_Problem:_ Your reply should consist solely of the lines from the start of the material below through the line containing "0 2px,transparent 0", reproduced exactly.
╭─ Records to process
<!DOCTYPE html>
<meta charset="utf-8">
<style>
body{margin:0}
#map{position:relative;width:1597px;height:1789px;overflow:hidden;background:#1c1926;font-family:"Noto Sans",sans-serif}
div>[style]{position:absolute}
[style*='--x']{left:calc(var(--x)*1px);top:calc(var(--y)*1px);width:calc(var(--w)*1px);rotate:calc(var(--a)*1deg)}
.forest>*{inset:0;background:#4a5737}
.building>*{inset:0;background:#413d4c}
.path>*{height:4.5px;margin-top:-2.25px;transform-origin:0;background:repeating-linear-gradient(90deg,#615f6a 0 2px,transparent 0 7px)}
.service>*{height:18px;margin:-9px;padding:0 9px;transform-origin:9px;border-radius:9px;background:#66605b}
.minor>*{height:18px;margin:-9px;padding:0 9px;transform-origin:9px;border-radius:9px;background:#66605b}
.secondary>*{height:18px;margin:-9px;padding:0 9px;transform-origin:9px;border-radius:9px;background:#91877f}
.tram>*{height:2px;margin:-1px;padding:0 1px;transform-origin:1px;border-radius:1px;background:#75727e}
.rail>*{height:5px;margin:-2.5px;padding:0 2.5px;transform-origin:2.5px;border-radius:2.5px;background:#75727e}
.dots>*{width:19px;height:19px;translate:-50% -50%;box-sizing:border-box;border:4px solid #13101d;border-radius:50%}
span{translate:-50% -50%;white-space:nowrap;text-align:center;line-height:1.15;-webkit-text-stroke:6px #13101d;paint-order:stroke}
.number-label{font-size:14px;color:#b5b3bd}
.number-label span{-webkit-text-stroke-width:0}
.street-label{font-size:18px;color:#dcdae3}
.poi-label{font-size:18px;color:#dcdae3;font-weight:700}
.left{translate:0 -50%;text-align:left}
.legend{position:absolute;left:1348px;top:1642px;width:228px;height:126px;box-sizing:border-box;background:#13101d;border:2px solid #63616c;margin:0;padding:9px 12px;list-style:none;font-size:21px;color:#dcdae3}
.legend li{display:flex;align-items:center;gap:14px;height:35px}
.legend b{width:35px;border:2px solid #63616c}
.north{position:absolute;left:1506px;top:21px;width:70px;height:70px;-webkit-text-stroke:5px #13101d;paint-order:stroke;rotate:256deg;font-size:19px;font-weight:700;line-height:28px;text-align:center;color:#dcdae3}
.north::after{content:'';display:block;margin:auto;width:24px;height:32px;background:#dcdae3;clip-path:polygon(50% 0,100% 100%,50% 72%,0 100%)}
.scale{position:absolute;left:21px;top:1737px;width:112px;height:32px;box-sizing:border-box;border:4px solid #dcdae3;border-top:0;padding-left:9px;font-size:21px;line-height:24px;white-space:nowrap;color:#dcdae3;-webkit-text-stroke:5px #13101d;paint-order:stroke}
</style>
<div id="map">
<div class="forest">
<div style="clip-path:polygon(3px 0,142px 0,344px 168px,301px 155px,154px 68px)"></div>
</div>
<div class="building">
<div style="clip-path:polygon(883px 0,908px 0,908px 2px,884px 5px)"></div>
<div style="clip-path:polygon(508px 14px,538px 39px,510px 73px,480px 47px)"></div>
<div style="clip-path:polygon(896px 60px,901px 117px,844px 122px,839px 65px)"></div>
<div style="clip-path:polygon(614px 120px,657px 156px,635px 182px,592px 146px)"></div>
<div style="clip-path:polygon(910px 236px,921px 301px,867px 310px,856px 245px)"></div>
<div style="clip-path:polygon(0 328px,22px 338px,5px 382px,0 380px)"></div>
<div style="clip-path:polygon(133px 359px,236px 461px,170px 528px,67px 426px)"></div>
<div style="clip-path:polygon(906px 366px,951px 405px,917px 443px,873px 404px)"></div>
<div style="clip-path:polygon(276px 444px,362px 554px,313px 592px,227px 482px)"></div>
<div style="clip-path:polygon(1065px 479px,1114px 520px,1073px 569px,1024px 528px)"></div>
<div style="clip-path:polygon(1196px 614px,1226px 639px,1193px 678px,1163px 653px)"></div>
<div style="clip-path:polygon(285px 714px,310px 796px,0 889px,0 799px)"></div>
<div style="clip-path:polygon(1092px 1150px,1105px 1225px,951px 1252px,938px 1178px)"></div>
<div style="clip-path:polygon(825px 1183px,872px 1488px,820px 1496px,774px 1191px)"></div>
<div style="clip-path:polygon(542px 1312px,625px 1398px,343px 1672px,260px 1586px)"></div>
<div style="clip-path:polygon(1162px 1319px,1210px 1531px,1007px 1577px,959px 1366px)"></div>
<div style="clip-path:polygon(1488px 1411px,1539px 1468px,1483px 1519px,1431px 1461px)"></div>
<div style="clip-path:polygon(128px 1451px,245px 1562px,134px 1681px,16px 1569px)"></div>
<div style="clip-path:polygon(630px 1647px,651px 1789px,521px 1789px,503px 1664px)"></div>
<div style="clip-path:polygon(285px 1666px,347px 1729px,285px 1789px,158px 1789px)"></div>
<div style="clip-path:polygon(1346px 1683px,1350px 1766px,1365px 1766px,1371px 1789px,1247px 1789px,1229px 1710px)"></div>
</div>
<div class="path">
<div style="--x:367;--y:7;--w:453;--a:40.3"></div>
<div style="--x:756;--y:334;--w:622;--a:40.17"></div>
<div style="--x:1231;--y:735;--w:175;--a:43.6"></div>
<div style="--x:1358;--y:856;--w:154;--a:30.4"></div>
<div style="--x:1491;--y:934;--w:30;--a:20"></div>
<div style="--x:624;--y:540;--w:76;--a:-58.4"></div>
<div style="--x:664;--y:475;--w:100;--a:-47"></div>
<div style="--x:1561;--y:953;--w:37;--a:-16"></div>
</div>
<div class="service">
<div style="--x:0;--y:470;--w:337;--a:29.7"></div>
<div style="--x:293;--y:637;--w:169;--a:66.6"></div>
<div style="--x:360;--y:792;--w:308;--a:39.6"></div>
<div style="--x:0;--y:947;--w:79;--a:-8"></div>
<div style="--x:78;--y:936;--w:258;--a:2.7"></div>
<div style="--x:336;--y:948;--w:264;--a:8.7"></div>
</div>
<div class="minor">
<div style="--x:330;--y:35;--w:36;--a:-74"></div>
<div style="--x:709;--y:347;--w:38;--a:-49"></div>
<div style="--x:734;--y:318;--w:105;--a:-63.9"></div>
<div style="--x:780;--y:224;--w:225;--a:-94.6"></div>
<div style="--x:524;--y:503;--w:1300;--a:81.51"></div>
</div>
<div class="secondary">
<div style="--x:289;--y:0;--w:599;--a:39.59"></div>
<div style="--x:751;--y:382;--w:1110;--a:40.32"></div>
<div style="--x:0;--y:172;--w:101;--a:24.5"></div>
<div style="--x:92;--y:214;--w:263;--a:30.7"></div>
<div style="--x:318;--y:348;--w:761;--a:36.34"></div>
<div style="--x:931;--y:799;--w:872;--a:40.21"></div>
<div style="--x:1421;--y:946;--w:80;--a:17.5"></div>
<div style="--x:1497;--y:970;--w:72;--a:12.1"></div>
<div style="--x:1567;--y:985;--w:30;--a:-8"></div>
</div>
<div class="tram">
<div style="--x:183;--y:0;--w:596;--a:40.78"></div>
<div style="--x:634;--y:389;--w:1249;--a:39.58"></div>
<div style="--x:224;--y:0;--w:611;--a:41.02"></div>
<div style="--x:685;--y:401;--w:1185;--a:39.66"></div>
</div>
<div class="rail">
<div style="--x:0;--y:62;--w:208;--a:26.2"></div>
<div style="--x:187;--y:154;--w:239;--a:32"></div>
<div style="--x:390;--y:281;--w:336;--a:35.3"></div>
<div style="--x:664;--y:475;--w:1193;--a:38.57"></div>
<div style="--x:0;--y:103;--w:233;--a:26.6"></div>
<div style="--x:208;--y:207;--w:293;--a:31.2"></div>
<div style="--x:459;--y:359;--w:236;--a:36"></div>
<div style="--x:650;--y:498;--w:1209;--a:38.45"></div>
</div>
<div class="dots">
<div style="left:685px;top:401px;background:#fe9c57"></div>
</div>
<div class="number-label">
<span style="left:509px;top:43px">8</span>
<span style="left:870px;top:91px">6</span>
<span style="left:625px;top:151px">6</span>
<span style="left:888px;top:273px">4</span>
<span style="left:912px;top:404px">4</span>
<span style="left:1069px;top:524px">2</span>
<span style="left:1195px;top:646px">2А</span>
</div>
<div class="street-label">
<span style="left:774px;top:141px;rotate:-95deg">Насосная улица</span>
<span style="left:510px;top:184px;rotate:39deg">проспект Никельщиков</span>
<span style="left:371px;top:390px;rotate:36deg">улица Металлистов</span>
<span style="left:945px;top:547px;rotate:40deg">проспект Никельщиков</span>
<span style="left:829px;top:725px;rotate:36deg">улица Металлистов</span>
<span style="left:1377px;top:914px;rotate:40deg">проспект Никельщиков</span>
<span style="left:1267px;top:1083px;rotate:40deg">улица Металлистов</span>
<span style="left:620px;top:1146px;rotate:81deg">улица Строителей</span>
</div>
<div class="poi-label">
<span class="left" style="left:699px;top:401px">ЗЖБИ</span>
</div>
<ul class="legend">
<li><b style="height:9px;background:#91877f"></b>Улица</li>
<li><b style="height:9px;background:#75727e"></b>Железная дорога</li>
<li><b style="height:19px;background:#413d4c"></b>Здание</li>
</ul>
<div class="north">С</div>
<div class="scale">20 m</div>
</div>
╰─
_Solution for this exercise:_
<!DOCTYPE html>
<meta charset="utf-8">
<style>
body{margin:0}
#map{position:relative;width:1597px;height:1789px;overflow:hidden;background:#1c1926;font-family:"Noto Sans",sans-serif}
div>[style]{position:absolute}
[style*='--x']{left:calc(var(--x)*1px);top:calc(var(--y)*1px);width:calc(var(--w)*1px);rotate:calc(var(--a)*1deg)}
.forest>*{inset:0;background:#4a5737}
.building>*{inset:0;background:#413d4c}
.path>*{height:4.5px;margin-top:-2.25px;transform-origin:0;background:repeating-linear-gradient(90deg,#615f6a 0 2px,transparent 0 7px)}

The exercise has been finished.